**EXERCISE DIRECTIONS:**
Every line from the start of the entries up to and including the one bearing "filter:drop-shadow(2px 0 #848783)" must be printed verbatim, without the pictures.

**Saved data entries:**
□ □ □ □ □ □ □
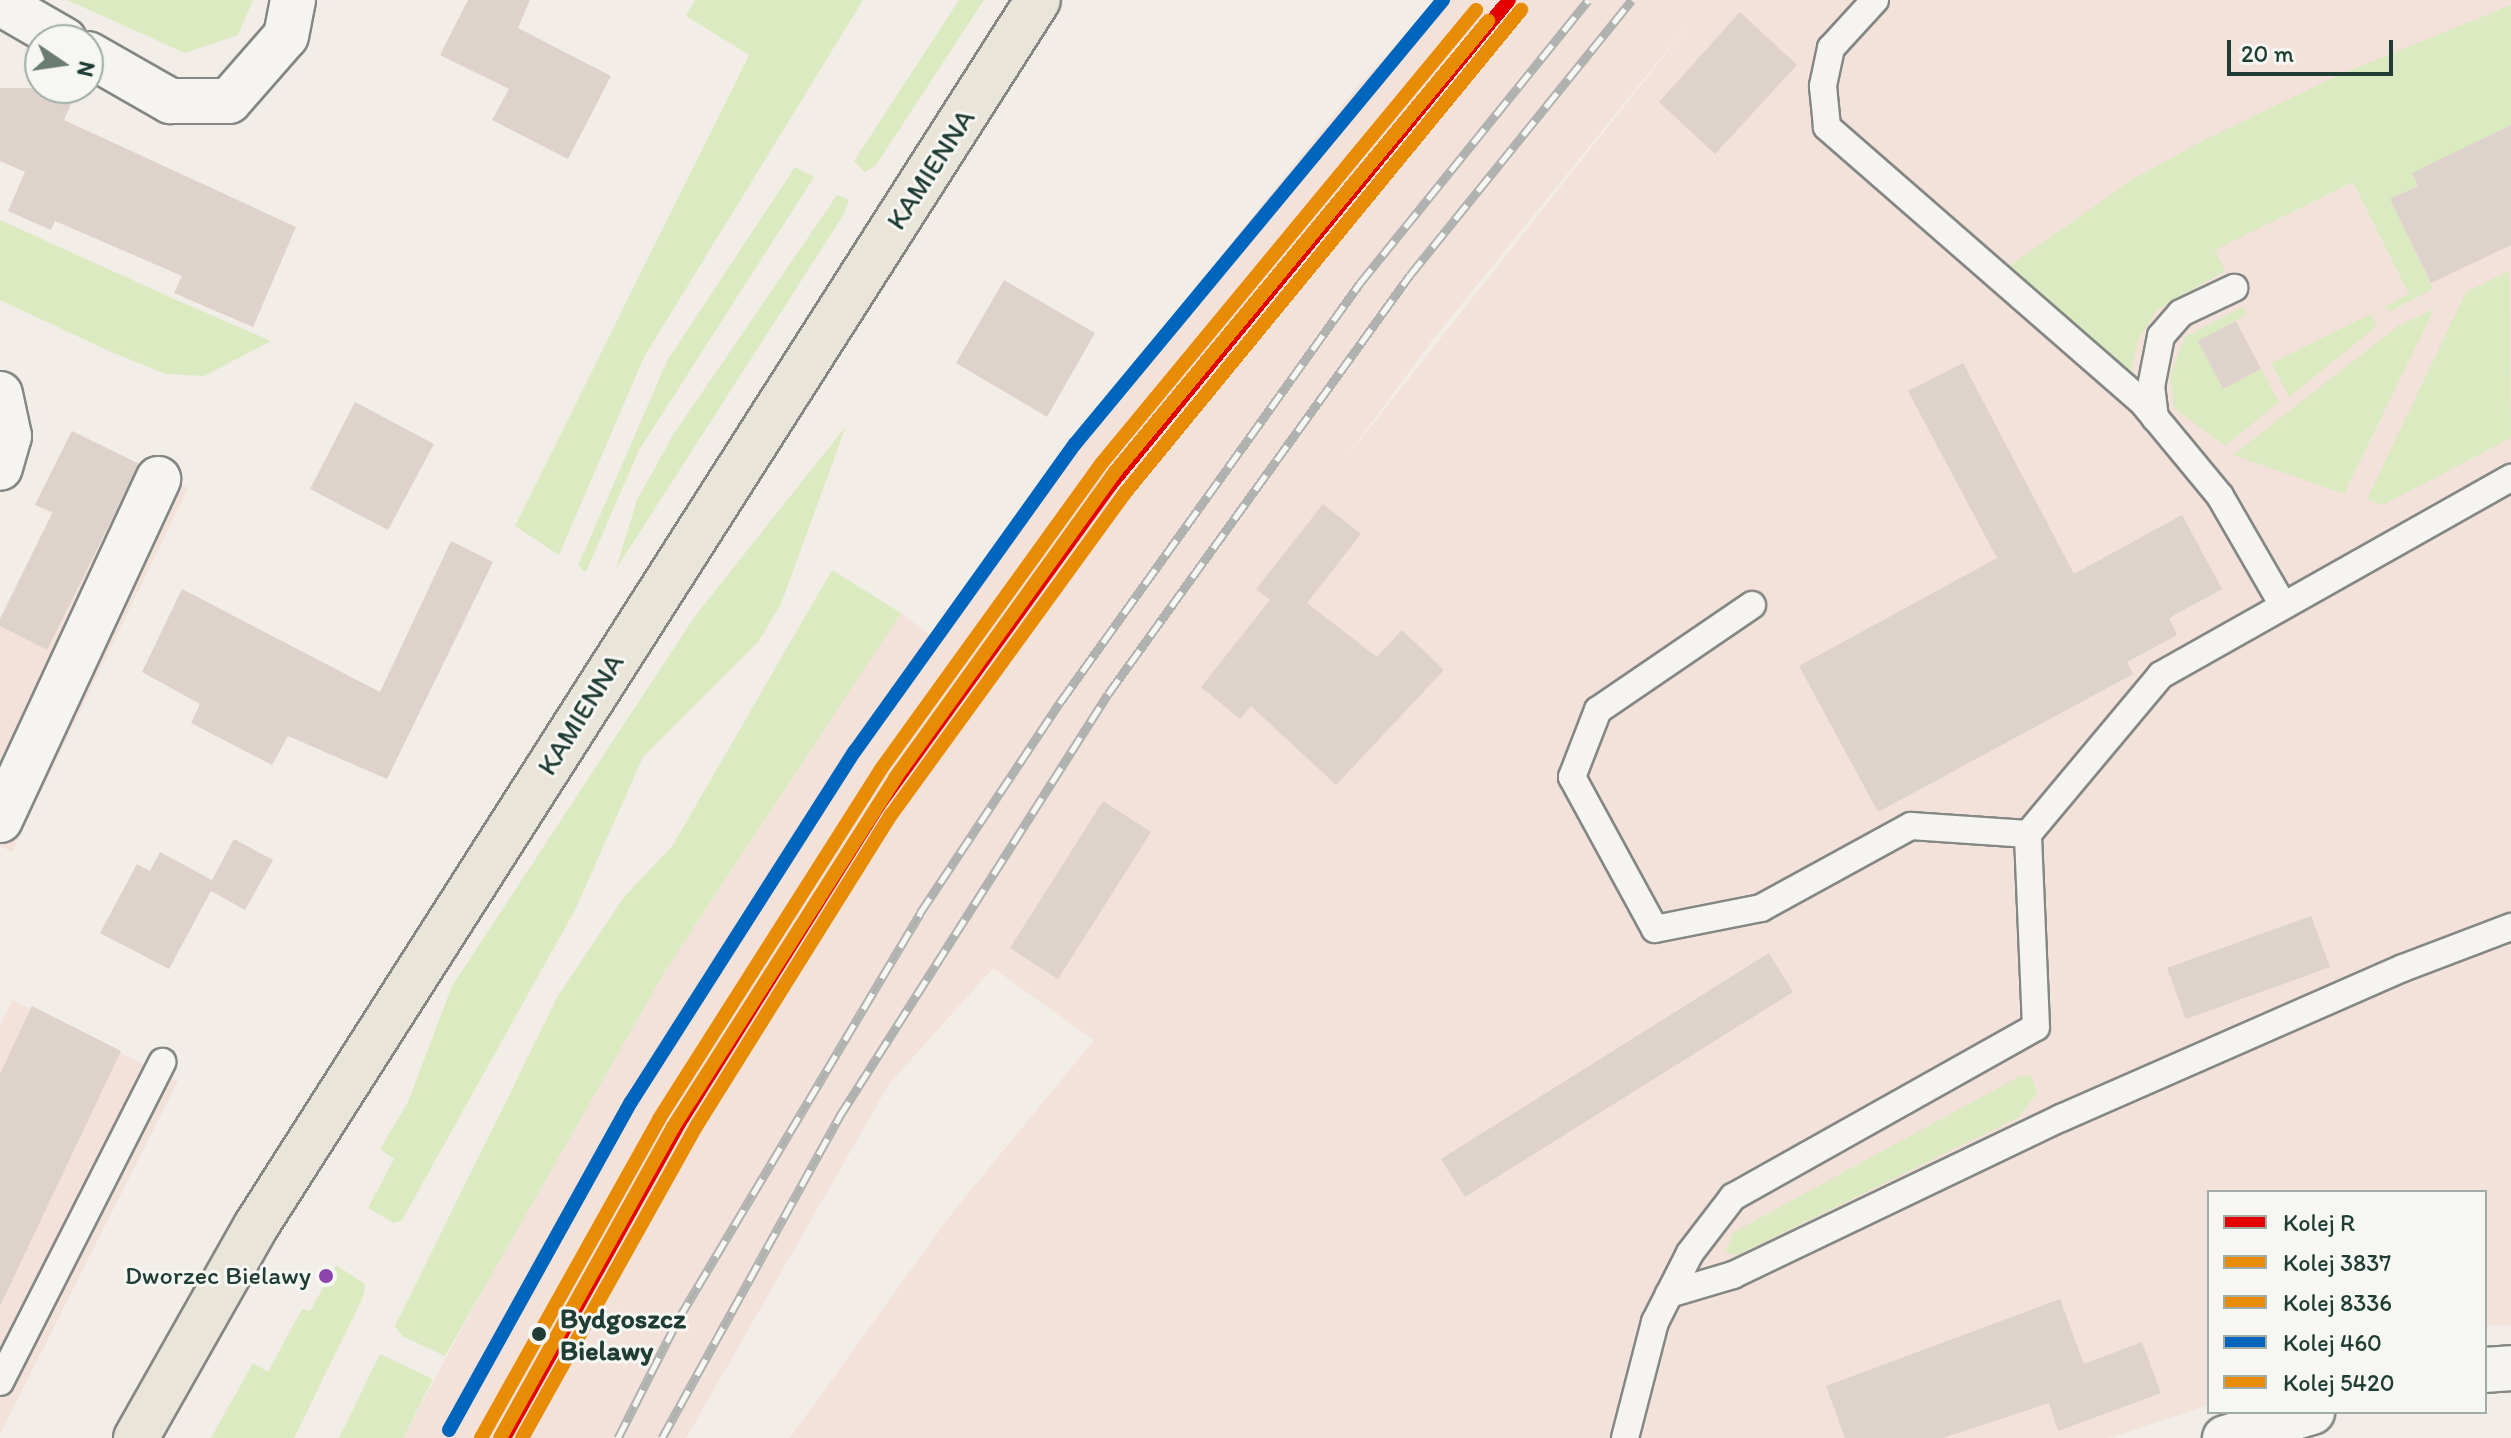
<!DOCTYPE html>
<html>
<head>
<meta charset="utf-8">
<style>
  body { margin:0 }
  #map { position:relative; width:2511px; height:1438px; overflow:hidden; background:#f3ede8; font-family:Itim,sans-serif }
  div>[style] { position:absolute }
  .built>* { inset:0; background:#f2e2da }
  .green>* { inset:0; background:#dbeac1 }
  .building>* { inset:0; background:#ddd2cc }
  .roads { filter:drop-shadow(2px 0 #848783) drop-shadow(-2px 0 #848783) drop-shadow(0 2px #848783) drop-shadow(0 -2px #848783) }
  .lane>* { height:26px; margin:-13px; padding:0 13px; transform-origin:13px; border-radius:13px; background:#f5f4f1 }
  .street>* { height:44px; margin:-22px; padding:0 22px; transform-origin:22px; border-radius:22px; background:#f5f4f1 }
  .primary>* { height:44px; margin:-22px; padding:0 22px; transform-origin:22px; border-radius:22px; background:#eae5d9 }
  .rail>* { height:9px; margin-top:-4.5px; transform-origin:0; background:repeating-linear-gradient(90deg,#f6f6f2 0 18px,#b0b2b0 0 36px); box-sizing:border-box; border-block:2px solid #b0b2b0 }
  .rail-1>* { height:14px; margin:-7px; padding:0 7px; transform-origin:7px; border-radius:7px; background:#e50000 }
  .rail-2>* { height:14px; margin:-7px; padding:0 7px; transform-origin:7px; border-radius:7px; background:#e98c05 }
  .rail-3>* { height:14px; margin:-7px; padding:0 7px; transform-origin:7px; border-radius:7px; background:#e98c05 }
  .rail-4>* { height:14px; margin:-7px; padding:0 7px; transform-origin:7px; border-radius:7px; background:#0065bd }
  .rail-5>* { height:14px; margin:-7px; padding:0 7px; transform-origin:7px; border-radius:7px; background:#e98c05 }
  .dots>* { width:22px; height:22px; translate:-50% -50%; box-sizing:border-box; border:4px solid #f6f6f2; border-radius:50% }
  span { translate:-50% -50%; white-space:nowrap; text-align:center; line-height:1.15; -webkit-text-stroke:6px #f6f6f2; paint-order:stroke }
  .bus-label { font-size:26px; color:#1f3d34 }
  .right { translate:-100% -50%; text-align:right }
  .street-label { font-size:28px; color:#1f3d34 }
  .stop-label { font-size:28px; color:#1f3d34; font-weight:700 }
  .left { translate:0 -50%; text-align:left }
  .legend { position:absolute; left:2207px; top:1190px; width:280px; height:224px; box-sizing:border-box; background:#f6f6f2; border:2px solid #a0aca6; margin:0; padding:10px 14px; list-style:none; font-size:24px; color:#1f3d34 }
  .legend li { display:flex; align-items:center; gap:16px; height:40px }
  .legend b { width:40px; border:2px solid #a0aca6 }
  .north { position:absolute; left:24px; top:24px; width:80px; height:80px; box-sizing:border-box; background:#f6f6f2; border:2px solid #a0aca6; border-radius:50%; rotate:103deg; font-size:22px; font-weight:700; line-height:32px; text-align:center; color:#1f3d34 }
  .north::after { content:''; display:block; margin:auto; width:28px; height:36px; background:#697b73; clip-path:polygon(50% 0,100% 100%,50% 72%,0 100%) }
  .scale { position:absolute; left:2227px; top:40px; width:166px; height:36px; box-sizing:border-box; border:4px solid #1f3d34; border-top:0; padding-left:10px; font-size:24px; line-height:28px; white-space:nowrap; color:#1f3d34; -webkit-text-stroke:6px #f6f6f2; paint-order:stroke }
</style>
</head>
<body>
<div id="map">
  <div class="built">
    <i style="clip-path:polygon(evenodd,1436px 0,2511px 0,2511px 1325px,2485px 1326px,2485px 1192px,2209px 1192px,2209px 1405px,2108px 1438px,790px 1438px,949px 1217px,1094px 1040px,993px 968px,889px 1084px,686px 1438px,403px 1438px,562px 1143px,665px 971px,901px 613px,934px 638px,1003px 534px,1115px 388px,1352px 93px,1436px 0,1686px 27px,1686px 28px,1342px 463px,1434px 338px,1686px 27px)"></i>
    <i style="clip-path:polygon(72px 431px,188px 488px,12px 852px,0 846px,0 619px,52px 513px,35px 505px)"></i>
    <i style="clip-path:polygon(12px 1000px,178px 1081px,0 1434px,0 1026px)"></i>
  </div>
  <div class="green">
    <i style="clip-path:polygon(67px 0,253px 0,238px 35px,185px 53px)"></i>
    <i style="clip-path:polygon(695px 0,863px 0,644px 357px,559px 555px,515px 526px,749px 55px,686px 16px)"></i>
    <i style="clip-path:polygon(959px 0,984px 0,876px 165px,865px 172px,854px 161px)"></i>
    <i style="clip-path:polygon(2511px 5px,2511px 125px,2413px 173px,2418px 186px,2390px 199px,2433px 289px,2389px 312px,2386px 306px,2409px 294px,2353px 182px,2215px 250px,2225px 271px,2157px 310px,2138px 340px,2130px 376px,2008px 267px,2130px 181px,2202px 141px,2339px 75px)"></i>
    <i style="clip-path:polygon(795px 167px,814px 177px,639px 450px,586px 572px,578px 566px,667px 361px)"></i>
    <i style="clip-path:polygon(837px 195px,849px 200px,844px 214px,616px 569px,637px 500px,673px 435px)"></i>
    <i style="clip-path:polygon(0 220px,172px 298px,271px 341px,204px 376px,166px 374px,109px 351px,0 300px)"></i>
    <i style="clip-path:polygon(2509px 271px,2511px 438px,2383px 505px,2367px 499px,2466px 292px)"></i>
    <i style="clip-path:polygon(2243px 307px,2247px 314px,2198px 342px,2223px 389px,2261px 369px,2279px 402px,2225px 446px,2174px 408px,2170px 376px,2185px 337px)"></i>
    <i style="clip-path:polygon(2434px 309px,2344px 494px,2233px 455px,2398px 326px)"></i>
    <i style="clip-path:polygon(2371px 314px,2377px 326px,2289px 397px,2271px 363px)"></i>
    <i style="clip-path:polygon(846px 426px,781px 604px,758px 642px,643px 757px,575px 910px,402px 1220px,394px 1223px,368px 1208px,394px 1159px,380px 1149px,408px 1102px,452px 986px,695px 616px)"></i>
    <i style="clip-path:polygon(832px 570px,901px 613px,665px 971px,445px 1356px,402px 1336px,395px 1326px,558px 996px,624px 897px,673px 845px)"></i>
    <i style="clip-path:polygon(2020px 1076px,2031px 1076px,2037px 1093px,2019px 1117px,1738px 1255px,1725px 1252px,1734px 1232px)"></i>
    <i style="clip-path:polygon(336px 1265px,365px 1284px,363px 1297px,294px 1438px,211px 1438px,253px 1363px,268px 1372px,302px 1309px,310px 1311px)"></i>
    <i style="clip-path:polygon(380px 1354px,433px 1379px,403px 1438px,339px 1438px)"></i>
  </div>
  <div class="building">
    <i style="clip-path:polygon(468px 0,530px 0,518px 28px,611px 76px,568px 159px,492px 120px,509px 89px,440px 55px)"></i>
    <i style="clip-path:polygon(1740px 12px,1797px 65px,1715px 154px,1659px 102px)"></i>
    <i style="clip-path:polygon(0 88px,78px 88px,64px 120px,296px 227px,253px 327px,174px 293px,182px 276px,55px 221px,51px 230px,8px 211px,25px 172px,0 161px)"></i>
    <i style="clip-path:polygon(2511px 125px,2511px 245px,2431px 283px,2390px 199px,2418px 186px,2412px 173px)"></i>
    <i style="clip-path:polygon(1004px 280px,1095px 333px,1047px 417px,956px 363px)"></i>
    <i style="clip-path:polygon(2236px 321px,2261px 369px,2223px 389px,2198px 341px)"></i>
    <i style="clip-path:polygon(1963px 363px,2074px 574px,2182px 515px,2222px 589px,2169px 618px,2177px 635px,2127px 662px,2133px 674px,1878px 812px,1799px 666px,1997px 558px,1908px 391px)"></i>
    <i style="clip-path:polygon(355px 402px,434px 444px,388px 530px,310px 489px)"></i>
    <i style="clip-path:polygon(72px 431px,139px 464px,47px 650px,0 626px,0 619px,53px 512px,35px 505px)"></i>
    <i style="clip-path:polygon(1323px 504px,1361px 534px,1307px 603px,1377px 657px,1402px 630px,1444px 670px,1336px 785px,1251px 706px,1240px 719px,1201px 687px,1270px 600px,1256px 589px)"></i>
    <i style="clip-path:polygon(451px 541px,493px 562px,387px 779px,288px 736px,272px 765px,191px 723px,200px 704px,142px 672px,182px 589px,380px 692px)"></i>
    <i style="clip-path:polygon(1103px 801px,1151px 832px,1058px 979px,1010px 948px)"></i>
    <i style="clip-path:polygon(234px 839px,273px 860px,245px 910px,211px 891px,169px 969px,100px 933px,137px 864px,150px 871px,160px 852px,212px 880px)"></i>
    <i style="clip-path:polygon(2311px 916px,2330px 967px,2186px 1019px,2167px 968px)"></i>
    <i style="clip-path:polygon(1769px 953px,1793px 992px,1465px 1197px,1441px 1159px)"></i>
    <i style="clip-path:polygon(32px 1006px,121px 1051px,0 1306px,0 1074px)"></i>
    <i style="clip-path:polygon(2060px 1299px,2084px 1364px,2142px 1342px,2161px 1393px,2058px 1431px,2049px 1403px,1943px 1438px,1845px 1438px,1826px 1386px)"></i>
  </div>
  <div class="roads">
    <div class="lane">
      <i style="left:1875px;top:0;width:65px;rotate:132.5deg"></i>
      <i style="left:1831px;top:48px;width:39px;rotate:102deg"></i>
      <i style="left:1823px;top:86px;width:41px;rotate:84.4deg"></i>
      <i style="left:1827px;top:127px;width:421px;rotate:41.1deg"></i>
      <i style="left:2144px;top:404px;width:119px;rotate:50.4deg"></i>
      <i style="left:2220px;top:496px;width:126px;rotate:60deg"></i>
      <i style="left:2155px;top:418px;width:31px;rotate:-97deg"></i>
      <i style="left:2151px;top:387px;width:52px;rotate:-78.9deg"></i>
      <i style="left:2161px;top:336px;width:30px;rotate:-49deg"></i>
      <i style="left:2181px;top:313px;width:59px;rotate:-25.3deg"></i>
      <i style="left:1752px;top:605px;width:186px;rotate:145.7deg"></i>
      <i style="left:1598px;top:710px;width:72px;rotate:111.2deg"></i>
      <i style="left:1572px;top:777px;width:173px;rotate:61.4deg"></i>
      <i style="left:1655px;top:929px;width:108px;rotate:-11.2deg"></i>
      <i style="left:1761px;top:908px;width:171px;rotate:-28.7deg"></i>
      <i style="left:1911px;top:826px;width:117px;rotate:3.9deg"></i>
      <i style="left:1669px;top:1294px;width:67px;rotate:-16.5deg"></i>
      <i style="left:1733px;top:1275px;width:364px;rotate:-25.6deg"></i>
      <i style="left:2061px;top:1118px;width:373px;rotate:-23.7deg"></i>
      <i style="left:2403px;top:968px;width:116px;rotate:-20.8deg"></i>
      <i style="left:0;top:1382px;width:359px;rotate:-63.1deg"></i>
      <i style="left:1625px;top:1438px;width:120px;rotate:-75.5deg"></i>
      <i style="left:1655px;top:1322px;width:77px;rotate:-63.1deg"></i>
      <i style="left:1690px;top:1253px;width:71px;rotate:-52.5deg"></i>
      <i style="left:1733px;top:1197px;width:347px;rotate:-29.3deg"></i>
      <i style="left:2036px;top:1027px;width:193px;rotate:-92.4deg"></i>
      <i style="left:2028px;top:834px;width:207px;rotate:-50.1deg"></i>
      <i style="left:2161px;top:675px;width:402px;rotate:-29.4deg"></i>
    </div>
    <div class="street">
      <i style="left:0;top:3px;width:74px;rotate:30deg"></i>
      <i style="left:88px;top:54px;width:95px;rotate:29.8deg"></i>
      <i style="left:170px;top:101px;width:59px"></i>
      <i style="left:229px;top:101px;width:86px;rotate:-48.8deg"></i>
      <i style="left:286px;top:36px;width:37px;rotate:-79deg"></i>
      <i style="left:0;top:394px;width:43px;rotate:77.9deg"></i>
      <i style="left:9px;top:436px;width:33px;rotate:106deg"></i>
      <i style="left:0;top:820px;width:376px;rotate:-65.1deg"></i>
      <i style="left:2485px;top:1370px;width:26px;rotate:-4deg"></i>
      <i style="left:2225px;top:1438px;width:91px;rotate:-16.6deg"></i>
    </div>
    <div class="primary">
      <i style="left:136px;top:1438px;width:244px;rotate:-60.5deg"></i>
      <i style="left:256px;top:1226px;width:1454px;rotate:-57.47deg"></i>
    </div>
  </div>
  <div class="rail">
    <i style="left:618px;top:1438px;width:135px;rotate:-63.1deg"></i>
    <i style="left:679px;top:1318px;width:471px;rotate:-59.2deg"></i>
    <i style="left:920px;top:913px;width:255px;rotate:-56.4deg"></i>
    <i style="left:1061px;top:701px;width:514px;rotate:-54.42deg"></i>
    <i style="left:1360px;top:283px;width:363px;rotate:-51.1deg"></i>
    <i style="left:662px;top:1438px;width:367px;rotate:-61.1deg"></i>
    <i style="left:839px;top:1117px;width:501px;rotate:-57.55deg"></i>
    <i style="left:1108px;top:694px;width:516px;rotate:-54.22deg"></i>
    <i style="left:1410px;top:275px;width:353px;rotate:-51.1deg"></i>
  </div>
  <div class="rail-1">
    <i style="left:504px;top:1438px;width:368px;rotate:-60.9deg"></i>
    <i style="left:683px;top:1117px;width:367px;rotate:-57.9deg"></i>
    <i style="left:878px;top:806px;width:399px;rotate:-54.1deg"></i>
    <i style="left:1112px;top:483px;width:625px;rotate:-50.58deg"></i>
  </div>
  <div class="rail-2">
    <i style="left:522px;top:1438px;width:359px;rotate:-60.8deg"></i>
    <i style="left:697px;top:1125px;width:366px;rotate:-58deg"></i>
    <i style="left:891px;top:815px;width:398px;rotate:-54deg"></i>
    <i style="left:1125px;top:493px;width:625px;rotate:-50.65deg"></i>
  </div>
  <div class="rail-3">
    <i style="left:481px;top:1438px;width:365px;rotate:-60.8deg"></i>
    <i style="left:659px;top:1119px;width:414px;rotate:-57.6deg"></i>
    <i style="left:881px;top:769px;width:376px;rotate:-54.2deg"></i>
    <i style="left:1101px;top:464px;width:589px;rotate:-50.44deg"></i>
  </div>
  <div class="rail-4">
    <i style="left:449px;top:1430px;width:375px;rotate:-61deg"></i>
    <i style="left:631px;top:1102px;width:416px;rotate:-57.5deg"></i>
    <i style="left:855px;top:751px;width:378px;rotate:-54.4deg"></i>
    <i style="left:1075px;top:444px;width:577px;rotate:-50.35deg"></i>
  </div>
  <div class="rail-5">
    <i style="left:500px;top:1438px;width:356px;rotate:-60.9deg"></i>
    <i style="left:673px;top:1127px;width:414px;rotate:-57.5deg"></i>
    <i style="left:895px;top:778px;width:375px;rotate:-54.3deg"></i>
    <i style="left:1114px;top:473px;width:587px;rotate:-50.39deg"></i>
  </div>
  <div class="dots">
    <i style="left:326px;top:1276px;background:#8e44ad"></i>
    <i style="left:539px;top:1334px;background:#1f3d34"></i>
  </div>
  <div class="bus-label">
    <span class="right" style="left:311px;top:1276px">Dworzec Bielawy</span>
  </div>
  <div class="street-label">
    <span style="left:930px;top:169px;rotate:-57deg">KAMIENNA</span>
    <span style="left:580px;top:714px;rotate:-58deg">KAMIENNA</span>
  </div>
  <div class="stop-label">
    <span class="left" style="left:560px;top:1334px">Bydgoszcz<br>Bielawy</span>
  </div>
  <ul class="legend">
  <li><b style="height:10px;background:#e50000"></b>Kolej R</li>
  <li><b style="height:10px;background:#e98c05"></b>Kolej 3837</li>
  <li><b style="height:10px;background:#e98c05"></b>Kolej 8336</li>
  <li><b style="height:10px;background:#0065bd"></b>Kolej 460</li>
  <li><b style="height:10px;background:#e98c05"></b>Kolej 5420</li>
  </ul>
  <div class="north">N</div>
  <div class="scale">20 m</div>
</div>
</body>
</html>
□ □ □ □ □ □ □
**RESULT BELOW:**
<!DOCTYPE html>
<html>
<head>
<meta charset="utf-8">
<style>
  body { margin:0 }
  #map { position:relative; width:2511px; height:1438px; overflow:hidden; background:#f3ede8; font-family:Itim,sans-serif }
  div>[style] { position:absolute }
  .built>* { inset:0; background:#f2e2da }
  .green>* { inset:0; background:#dbeac1 }
  .building>* { inset:0; background:#ddd2cc }
  .roads { filter:drop-shadow(2px 0 #848783) drop-shadow(-2px 0 #848783) drop-shadow(0 2px #848783) drop-shadow(0 -2px #848783) }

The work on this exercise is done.